Ce qui est troublant, c’est que la structure (et non le contenu) de ce récit archétypal est exactement la même que celui de l’extrême droite. Jean-Marie Le Pen, Marine Le Pen et Éric Zemmour, pour ne citer qu’eux, n’ont eu de cesse de réciter le cycle inlassable de décadence-sursaut-renaissance qui structure pour eux l’histoire de France : cette matrice narrative cimente tous les discours du 1er mai du Front national depuis les années 80, tout comme la trame de la propagande zemmourienne dans ses livres. D’évidence, la nature du diagnostic (pour les uns, une crise civilisationnelle liée à un changement de nature de la France sous les « coups de boutoirs » de l’immigration ; pour le président une crise géopolitique, une crise sanitaire à dépasser et un manque de compétitivité) et les solutions proposées (fermeture ou ouverture) sont diamétralement opposées mais la structure du mythe est la même. Les deux partis ont compris la force du mythe et des structures narratives fondamentales des récits archétypaux pour offrir du sens aux électeurs-lecteurs, et partant, les mobiliser.

 

Marketing et dépolitisation 

 

Sauf qu’il existe une interprétation moins reluisante, non du mot de « Renaissance » mais de son usage politique, ou plutôt apolitique par La République En Marche. 

Tout d’abord à quoi s’applique ce mot ? Emmanuel Macron candidat a beau avoir esquissé (très rapidement à cause d’une campagne éclair) la justification narrative d’une renaissance (besoin de lancer « une nouvelle époque » après une série de « crises »), l’annonce du nom du nouveau parti par un Stanislas Guérini aussi charismatique qu’une porte de placard est complètement tombée à plat. 

Surtout, elle a réorienté le signifié de ce mot-étendard vers un projet bien plus prosaïque, la « refondation » du parti présidentiel pour lui donner « un nouveau souffle » et qu’il ne devienne pas « [un] astre mort ». Autrement dit, c’était La République En Marche, et non la France, qu’il fallait ressusciter. Étrange aveu de mort cérébrale pour le parti du candidat qui vient de gagner. 

Le Parisien rapporte une motivation encore plus problématique, susurrée par un membre de la macronie : « LREM était une mauvaise marque, il fallait en changer ». On est donc bien en plein rebranding : le contenu n’a pas changé d’un iota, aucun schisme interne, changement de figurants ou de leadership, aucun aggiornamento idéologique ne justifient de changement de nom. C’est une pure opération marketing. On nage en plein sketch de Coluche pour « le nouvel Omo », qui lave plus blanc que blanc. Ici, « Renaissance » risque de n’être qu’un mot pour être plus neuf que neuf. Or toute marque dont l’identité et l’attrait reposent sur la nouveauté perpétuellement renouvelée est condamnée à l’obsolescence programmée.  
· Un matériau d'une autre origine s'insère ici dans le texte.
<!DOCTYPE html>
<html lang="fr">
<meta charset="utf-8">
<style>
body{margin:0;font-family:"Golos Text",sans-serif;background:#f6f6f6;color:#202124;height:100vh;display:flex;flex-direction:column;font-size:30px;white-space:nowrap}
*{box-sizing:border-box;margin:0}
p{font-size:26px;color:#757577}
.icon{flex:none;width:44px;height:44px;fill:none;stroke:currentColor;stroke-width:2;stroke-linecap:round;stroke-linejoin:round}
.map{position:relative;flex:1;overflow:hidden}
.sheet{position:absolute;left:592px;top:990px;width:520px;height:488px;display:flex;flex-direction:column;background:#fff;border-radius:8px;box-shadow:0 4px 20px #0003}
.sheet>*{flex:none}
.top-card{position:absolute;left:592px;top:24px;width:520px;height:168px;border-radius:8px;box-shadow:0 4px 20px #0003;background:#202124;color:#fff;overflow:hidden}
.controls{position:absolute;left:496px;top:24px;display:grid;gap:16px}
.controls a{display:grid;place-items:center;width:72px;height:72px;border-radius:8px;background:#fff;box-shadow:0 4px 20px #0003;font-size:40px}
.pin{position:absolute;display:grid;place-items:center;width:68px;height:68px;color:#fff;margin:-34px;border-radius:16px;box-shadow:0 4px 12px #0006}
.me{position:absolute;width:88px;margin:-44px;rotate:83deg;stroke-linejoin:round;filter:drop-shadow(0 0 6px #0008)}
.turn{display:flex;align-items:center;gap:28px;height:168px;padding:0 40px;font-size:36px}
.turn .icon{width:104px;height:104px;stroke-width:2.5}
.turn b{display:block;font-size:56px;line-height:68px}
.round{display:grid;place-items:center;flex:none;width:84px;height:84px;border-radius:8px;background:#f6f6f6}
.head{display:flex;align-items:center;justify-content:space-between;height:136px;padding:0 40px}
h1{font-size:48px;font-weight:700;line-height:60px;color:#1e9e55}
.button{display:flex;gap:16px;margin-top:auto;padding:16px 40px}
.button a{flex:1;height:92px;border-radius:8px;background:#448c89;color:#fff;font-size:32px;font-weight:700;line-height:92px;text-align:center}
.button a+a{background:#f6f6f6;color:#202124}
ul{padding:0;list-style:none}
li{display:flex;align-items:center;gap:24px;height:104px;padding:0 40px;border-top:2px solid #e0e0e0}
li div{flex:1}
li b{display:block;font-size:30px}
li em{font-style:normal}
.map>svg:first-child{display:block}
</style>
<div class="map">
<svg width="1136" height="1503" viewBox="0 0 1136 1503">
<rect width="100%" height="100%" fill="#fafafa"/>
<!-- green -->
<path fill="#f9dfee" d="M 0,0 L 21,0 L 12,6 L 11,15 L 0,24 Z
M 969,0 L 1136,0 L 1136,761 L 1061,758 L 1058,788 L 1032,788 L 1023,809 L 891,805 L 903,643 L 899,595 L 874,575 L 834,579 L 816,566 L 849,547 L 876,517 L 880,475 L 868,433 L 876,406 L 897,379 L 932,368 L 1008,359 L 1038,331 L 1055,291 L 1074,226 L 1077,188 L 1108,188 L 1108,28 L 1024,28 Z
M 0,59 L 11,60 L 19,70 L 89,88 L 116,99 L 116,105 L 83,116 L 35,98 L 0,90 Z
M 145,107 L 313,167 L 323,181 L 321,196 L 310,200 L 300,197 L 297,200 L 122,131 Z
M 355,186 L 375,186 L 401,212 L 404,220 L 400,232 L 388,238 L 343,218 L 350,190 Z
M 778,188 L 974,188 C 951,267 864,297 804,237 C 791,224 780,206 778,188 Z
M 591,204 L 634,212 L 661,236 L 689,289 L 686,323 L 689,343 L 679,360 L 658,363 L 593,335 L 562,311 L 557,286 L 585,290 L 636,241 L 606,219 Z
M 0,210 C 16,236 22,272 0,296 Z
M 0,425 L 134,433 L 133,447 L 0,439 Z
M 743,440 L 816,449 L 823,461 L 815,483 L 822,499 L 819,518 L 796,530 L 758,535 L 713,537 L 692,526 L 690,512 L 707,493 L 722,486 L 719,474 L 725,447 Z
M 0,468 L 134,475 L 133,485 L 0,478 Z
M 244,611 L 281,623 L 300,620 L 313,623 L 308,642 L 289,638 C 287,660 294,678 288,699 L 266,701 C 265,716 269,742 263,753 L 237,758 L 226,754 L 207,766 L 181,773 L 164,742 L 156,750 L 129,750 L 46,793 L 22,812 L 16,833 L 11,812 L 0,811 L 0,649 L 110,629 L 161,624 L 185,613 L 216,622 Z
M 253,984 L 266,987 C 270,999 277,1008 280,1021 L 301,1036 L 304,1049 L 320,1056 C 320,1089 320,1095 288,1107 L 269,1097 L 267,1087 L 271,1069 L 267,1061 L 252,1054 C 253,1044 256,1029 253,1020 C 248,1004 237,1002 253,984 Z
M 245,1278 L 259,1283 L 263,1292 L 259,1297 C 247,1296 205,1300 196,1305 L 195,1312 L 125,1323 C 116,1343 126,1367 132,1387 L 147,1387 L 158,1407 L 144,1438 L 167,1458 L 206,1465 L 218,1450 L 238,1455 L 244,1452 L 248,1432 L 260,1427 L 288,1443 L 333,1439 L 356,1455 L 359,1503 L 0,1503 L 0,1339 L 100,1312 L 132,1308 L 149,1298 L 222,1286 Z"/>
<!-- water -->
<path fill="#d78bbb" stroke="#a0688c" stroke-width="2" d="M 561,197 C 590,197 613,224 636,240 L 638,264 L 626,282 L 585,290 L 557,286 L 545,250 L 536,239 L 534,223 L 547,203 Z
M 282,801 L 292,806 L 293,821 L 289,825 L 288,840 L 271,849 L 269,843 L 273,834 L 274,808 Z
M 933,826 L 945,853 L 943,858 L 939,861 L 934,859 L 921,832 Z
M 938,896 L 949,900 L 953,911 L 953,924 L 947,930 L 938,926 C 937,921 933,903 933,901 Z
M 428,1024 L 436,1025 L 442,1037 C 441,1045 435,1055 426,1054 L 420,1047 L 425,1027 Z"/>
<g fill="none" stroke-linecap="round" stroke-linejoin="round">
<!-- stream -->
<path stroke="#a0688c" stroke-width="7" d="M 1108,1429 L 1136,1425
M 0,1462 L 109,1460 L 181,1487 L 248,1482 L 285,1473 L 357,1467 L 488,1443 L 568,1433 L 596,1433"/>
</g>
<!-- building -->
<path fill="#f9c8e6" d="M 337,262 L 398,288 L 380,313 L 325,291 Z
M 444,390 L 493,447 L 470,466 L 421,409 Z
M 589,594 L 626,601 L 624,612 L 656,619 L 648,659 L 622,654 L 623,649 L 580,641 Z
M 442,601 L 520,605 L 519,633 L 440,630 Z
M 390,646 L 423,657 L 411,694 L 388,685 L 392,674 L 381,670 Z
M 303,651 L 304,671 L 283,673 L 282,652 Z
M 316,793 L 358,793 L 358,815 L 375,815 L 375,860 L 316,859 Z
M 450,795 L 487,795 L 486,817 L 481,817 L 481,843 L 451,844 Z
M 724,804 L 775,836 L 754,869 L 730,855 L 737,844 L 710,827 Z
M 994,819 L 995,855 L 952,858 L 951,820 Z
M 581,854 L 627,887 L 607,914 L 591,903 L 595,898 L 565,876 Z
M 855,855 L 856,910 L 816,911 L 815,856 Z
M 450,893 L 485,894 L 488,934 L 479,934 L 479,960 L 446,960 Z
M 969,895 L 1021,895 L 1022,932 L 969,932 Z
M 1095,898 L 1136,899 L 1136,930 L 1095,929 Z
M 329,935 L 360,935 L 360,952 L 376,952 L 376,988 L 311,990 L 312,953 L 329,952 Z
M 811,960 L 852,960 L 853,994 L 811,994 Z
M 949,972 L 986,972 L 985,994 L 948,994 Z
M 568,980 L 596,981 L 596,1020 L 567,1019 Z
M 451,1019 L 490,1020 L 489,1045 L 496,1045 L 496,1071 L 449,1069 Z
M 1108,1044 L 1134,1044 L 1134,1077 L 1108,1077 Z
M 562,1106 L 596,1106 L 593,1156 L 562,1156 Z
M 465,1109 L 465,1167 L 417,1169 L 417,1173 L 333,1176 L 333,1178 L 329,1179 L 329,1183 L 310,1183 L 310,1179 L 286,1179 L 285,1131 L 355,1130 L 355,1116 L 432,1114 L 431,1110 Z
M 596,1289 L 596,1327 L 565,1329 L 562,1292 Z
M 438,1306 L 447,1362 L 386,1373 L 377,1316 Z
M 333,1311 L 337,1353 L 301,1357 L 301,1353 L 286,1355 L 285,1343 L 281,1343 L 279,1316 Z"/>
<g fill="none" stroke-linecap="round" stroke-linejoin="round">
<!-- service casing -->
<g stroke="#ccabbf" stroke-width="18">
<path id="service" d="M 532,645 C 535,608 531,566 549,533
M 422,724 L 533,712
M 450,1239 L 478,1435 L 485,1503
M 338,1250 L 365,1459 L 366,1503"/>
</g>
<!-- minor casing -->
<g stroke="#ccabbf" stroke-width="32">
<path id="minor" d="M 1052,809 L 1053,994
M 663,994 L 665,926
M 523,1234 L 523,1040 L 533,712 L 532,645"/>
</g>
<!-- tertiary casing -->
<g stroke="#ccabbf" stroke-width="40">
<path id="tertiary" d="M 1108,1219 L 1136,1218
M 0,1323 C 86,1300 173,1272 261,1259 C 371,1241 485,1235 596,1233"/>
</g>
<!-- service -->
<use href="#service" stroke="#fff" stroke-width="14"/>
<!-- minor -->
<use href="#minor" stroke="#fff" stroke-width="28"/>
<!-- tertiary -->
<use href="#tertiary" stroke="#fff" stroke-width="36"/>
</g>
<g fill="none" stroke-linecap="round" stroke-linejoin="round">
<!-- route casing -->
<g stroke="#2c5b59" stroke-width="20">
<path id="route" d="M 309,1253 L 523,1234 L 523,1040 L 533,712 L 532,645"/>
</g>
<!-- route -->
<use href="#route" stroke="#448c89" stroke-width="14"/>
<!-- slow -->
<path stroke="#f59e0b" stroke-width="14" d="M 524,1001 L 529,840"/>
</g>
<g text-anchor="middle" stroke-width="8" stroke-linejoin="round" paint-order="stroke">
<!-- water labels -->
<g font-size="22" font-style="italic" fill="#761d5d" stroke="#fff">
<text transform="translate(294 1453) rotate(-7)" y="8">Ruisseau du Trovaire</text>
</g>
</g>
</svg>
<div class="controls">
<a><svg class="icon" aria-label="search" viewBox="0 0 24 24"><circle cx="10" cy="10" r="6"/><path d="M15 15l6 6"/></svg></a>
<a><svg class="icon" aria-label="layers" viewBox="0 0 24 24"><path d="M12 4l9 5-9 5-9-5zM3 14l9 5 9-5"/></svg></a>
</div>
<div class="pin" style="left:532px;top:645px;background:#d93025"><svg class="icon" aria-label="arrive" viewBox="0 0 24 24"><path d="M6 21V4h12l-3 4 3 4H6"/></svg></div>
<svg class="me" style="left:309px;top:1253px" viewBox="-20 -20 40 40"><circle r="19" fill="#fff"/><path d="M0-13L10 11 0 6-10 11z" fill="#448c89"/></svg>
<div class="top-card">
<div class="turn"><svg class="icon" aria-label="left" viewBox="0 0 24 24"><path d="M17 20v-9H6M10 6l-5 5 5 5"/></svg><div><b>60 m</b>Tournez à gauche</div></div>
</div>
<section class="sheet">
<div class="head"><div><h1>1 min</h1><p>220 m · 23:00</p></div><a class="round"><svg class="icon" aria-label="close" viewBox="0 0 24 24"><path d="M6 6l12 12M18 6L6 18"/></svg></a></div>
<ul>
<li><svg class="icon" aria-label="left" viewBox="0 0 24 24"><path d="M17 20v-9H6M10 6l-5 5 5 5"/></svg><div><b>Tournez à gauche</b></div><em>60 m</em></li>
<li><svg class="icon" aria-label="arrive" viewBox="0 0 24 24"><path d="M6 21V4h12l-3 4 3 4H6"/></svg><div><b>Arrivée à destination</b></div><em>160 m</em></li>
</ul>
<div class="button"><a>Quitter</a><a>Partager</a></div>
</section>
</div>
Cette opération marketing est à la fois illusoire et éclairante : illusoire car nulle renaissance derrière Renaissance ; révélatrice car alignée sur la vision néolibérale qu’a la macronie du « marché » de l’offre et de la demande politique. « Renaissance » est cette invention de pur marketing coupée de toute histoire politique réelle, de toute tradition partisane, de toute histoire sociale, de toute conceptualisation idéologique. Elle accompagne un quinquennat, et bientôt deux, de dépolitisation du discours politique où l’on gomme les clivages et les conflictualités dans un soi-disant dépassement qui n’est qu’une autre idéologie qui, simplement, ne dit pas son nom. 

 

Cécile Alduy

Cécile Alduy

Agrégée et docteure en Lettres Modernes, normalienne, Cécile Alduy est Professeur de littérature et civilisation française à Stanford University, où elle enseigne depuis 2003, et chercheuse associée au CEVIPOF (Sciences PO Paris) depuis 2017. Elle est directrice du département de Français et d’Italien de Stanford University.
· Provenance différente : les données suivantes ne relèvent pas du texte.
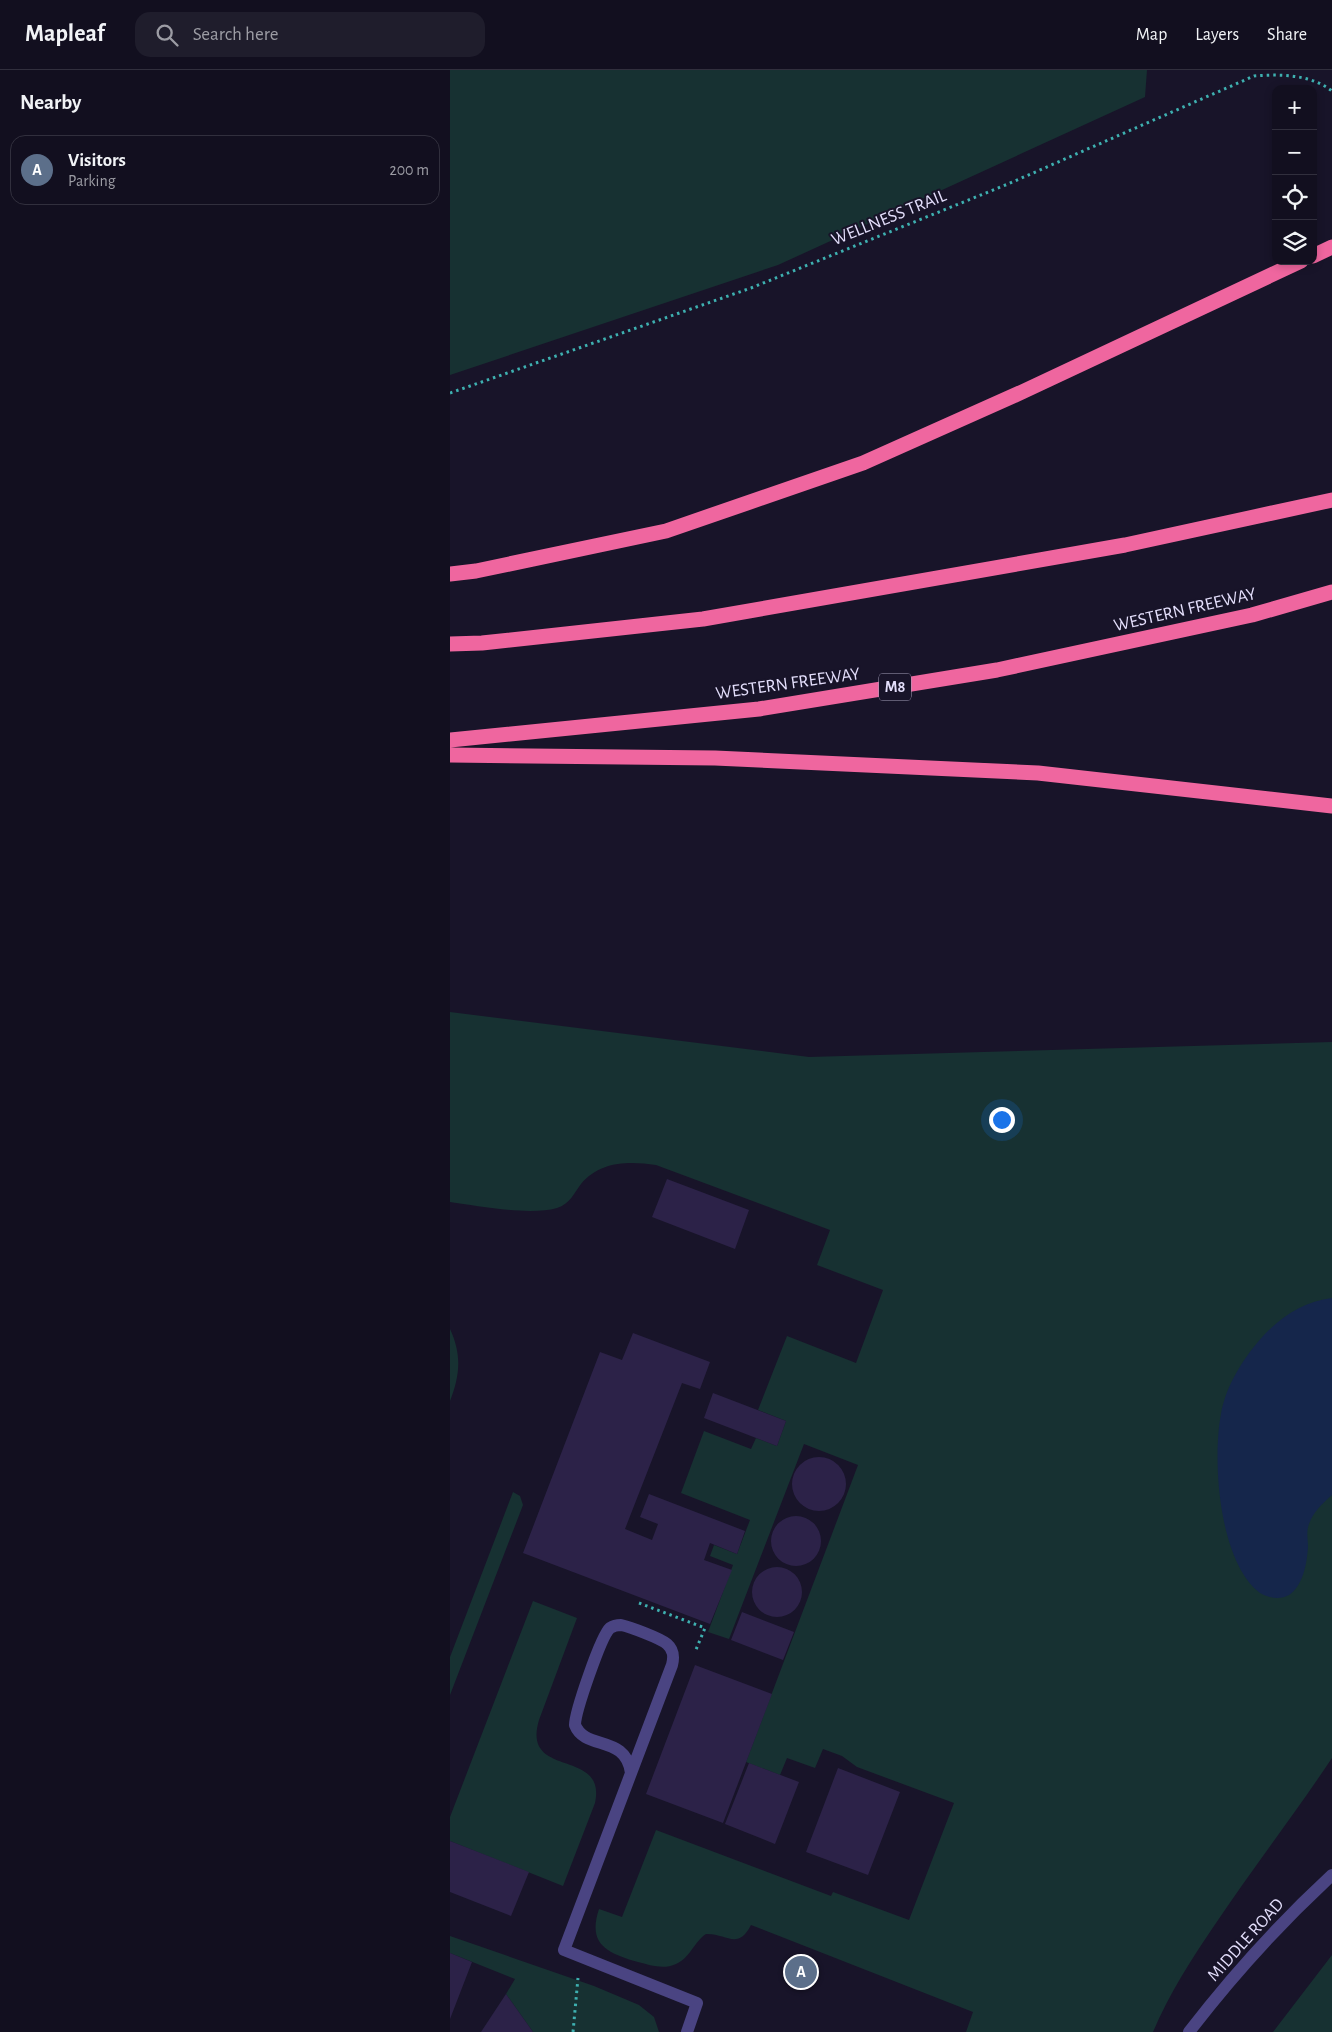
<!DOCTYPE html>
<meta charset="utf-8">
<style>
body{margin:0;font-family:"Alegreya Sans",sans-serif;background:#1f1d2c;color:#f1f3f6}
.controls{position:absolute;right:15px;top:15px;display:grid;overflow:hidden;border-radius:10px;box-shadow:0 2px 8px #0003}
.controls button{width:45px;height:45px;display:grid;place-items:center;padding:0;border:0;border-bottom:1px solid #312f3d;background:#120f1f;color:#f1f3f6;font:25px sans-serif}
.you{position:absolute;left:551px;top:1049px;width:18px;height:18px;margin:-12px;border:4px solid #fff;border-radius:50%;background:#1a73e8;box-shadow:0 0 0 8px #1a73e833}
.badge{display:grid;place-items:center;width:32px;height:32px;border-radius:50%;background:#0b8043;color:#fff;font-size:16px;font-weight:700}
.pin{position:absolute;translate:-50% -50%;border:2px solid #fff;box-shadow:0 1px 5px #0006}
.list{margin:0;padding:0;list-style:none}
h2{display:flex;justify-content:space-between;align-items:center;height:65px;margin:0;padding:0 20px;font-size:21px}
h2 small{font-size:16px;font-weight:400;color:#9c9ca4}
.list li{display:grid;grid-template-columns:32px 1fr auto;gap:15px;align-items:center;box-sizing:border-box;height:70px;margin:0 10px 10px;padding:0 10px;border:1px solid #312f3d;border-radius:15px}
.list b{display:block;font-size:19px;white-space:nowrap}
.list p{margin:0;font-size:16px;white-space:nowrap;color:#9c9ca4}
.list em{font-size:16px;font-style:normal;color:#9c9ca4}
.icon{flex:none;width:28px;height:28px;fill:none;stroke:currentColor;stroke-width:2;stroke-linecap:round;stroke-linejoin:round}
.map{position:relative;flex:none;width:882px;height:1962px;overflow:hidden}
header{display:flex;align-items:center;gap:30px;box-sizing:border-box;height:70px;padding:0 25px;background:#120f1f;border-bottom:1px solid #312f3d}
header strong{font-size:24px}
nav{display:flex;gap:28px;margin-inline-start:auto;font-size:18px}
.search{width:350px;height:45px;background:#1f1d2c;display:flex;align-items:center;gap:12px;box-sizing:border-box;padding:0 18px;border-radius:15px;color:#9c9ca4;font-size:19px}
main{display:flex}
aside{flex:1;background:#120f1f}
.map>svg:first-child{display:block}
.green{fill:#173132}
.water{fill:#15264b}
.building{fill:#2c2248}
.lines{fill:none;stroke-linecap:round;stroke-linejoin:round}
.path{stroke:#3eb0b0;stroke-width:3;stroke-dasharray:2.5 4;stroke-linecap:butt}
.service{stroke:#4a4482;stroke-width:12}
.minor{stroke:#4a4482;stroke-width:12}
.motorway{stroke:#ef669f;stroke-width:15}
.labels{text-anchor:middle;dominant-baseline:central;stroke-width:4;stroke-linejoin:round;paint-order:stroke}
.shield{fill:#181429;stroke:#a7a2bd;stroke-width:1}
.shield-label{font-size:16px;font-weight:bold;fill:#e4dffc}
.street-label{font-size:18px;fill:#e4dffc;stroke:#181429}
</style>
<header>
<strong>Mapleaf</strong>
<div class="search"><svg class="icon" aria-label="search" viewBox="0 0 24 24"><circle cx="10" cy="10" r="6"/><path d="M15 15l6 6"/></svg>Search here</div>
<nav><a>Map</a><a>Layers</a><a>Share</a></nav>
</header>
<main>
<aside>
<h2>Nearby<small></small></h2>
<ul class="list">
<li><span class="badge" style="background:#5c6f8a">A</span><div><b>Visitors</b><p>Parking</p></div><em>200 m</em></li>
</ul>
</aside>
<div class="map">
<svg width="882" height="1962" viewBox="0 0 882 1962">
<rect width="100%" height="100%" fill="#181429"/>
<path class="green" d="M0 0H697L695 27 328 195 0 305Z
M0 942 359 987 882 972V1688C844 1745 802 1799 764 1856 741 1890 719 1924 703 1962H516L523 1942 301 1855C288 1881 276 1863 256 1864 244 1872 240 1888 226 1894 213 1900 200 1895 188 1892 158 1883 137 1875 149 1839L172 1847 206 1760 381 1826 383 1822 459 1850 504 1733 407 1697 392 1686 373 1679 365 1698 337 1688 330 1705 296 1692 408 1395 354 1374 279 1569 258 1562 283 1495 260 1486 264 1475 287 1484 300 1450 231 1423 254 1361 301 1379 306 1368 327 1376 336 1351 308 1340 337 1266 406 1293 433 1220 367 1195 380 1160 206 1095C179 1091 150 1091 131 1114 124 1123 120 1134 107 1138 79 1146 30 1136 0 1132Z
M0 1259C12 1285 10 1305 0 1331Z
M63 1422 70 1426 73 1435 0 1625V1587Z
M83 1531 127 1548 89 1650C71 1710 157 1677 145 1733L113 1816 0 1771V1747Z
M0 1866 144 1916 189 1935 204 1947 209 1962H83L56 1924 65 1909 0 1883Z
M882 1885V1962H823Z"/>
<path class="water" d="M882 1228V1425C873 1433 863 1442 859 1454 856 1462 858 1469 858 1477 857 1493 853 1516 839 1525 830 1530 819 1528 810 1523 769 1492 762 1391 771 1344 776 1315 794 1287 814 1265 832 1246 855 1231 882 1228Z"/>
<path class="building" d="M217 1109 299 1140 285 1179 202 1147Z
M183 1263 260 1292 250 1319 232 1313 175 1459 202 1470 208 1454 190 1447 199 1424 295 1461 287 1484 260 1473 254 1490 282 1500 260 1554 73 1483 150 1282 172 1290Z
M263 1323 336 1351 327 1376 254 1348Z
M342 1414a27 27 0 1 1 54 0a27 27 0 1 1-54 0Z
M321 1471a25 25 0 1 1 50 0a25 25 0 1 1-50 0Z
M302 1522a25 25 0 1 1 50 0a25 25 0 1 1-50 0Z
M292 1542 344 1562 333 1590 281 1570Z
M245 1595 322 1624 273 1753 196 1724Z
M299 1693 349 1712 325 1774 275 1754Z
M388 1698 450 1722 418 1805 356 1782Z
M0 1771 79 1802 61 1846 0 1822Z
M0 1883 22 1892 0 1949Z
M56 1924 83 1962H31Z"/>
<g class="lines">
<path class="path" d="M0 323 301 218 558 114 804 6C830 4 860 4 882 21
M189 1533 255 1558 245 1582
M123 1962 128 1908"/>
<path class="service" d="M181 1703C176 1664 135 1681 125 1655 125 1642 151 1566 160 1558 163 1556 168 1555 171 1555 180 1557 210 1568 217 1574 224 1580 224 1587 222 1595L114 1880 247 1933 237 1962"/>
<path class="minor" d="M739 1962C782 1906 830 1853 882 1805"/>
<path class="motorway" d="M863 186 882 177
M0 504 26 501 216 461 413 393 572 322 851 191
M0 574 32 573 253 549 675 475 882 430
M0 670 309 639 547 600 802 545 882 522
M0 685 265 688 588 703 882 736"/>
</g>
<g class="labels">
<rect class="shield" x="429" y="603.5" width="32" height="27" rx="4"/>
<g class="shield-label">
<text x="445" y="617">M8</text>
</g>
<g class="street-label">
<text transform="translate(439 148) rotate(-22)">WELLNESS TRAIL</text>
<text transform="translate(735 540) rotate(-13)">WESTERN FREEWAY</text>
<text transform="translate(338 614) rotate(-8)">WESTERN FREEWAY</text>
<text transform="translate(796 1870) rotate(-48)">MIDDLE ROAD</text>
</g>
</g>
</svg>
<div class="controls">
<button>+</button>
<button>−</button>
<button><svg class="icon" aria-label="locate" viewBox="0 0 24 24"><circle cx="12" cy="12" r="6"/><path d="M12 2v4M12 18v4M2 12h4M18 12h4"/></svg></button>
<button><svg class="icon" aria-label="layers" viewBox="0 0 24 24"><path d="M12 4l9 5-9 5-9-5zM3 14l9 5 9-5"/></svg></button>
</div>
<div class="you"></div>
<div class="pin badge" style="left:351px;top:1902px;background:#5c6f8a">A</div>
</div>
</main>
Après des travaux sur les mythologies politiques dans la littérature française de la Renaissance, elle se consacre depuis 2011 à l’analyse du discours politique, en croisant une approche stylistique, sémiologique, communicationnelle et de lexicométrie. Elle a publié Marine Le Pen prise aux mots. Décryptage du nouveau discours frontiste (Seuil: 2015) et Ce qu’ils disent vraiment. Les politiques pris aux mots (Seuil 2017).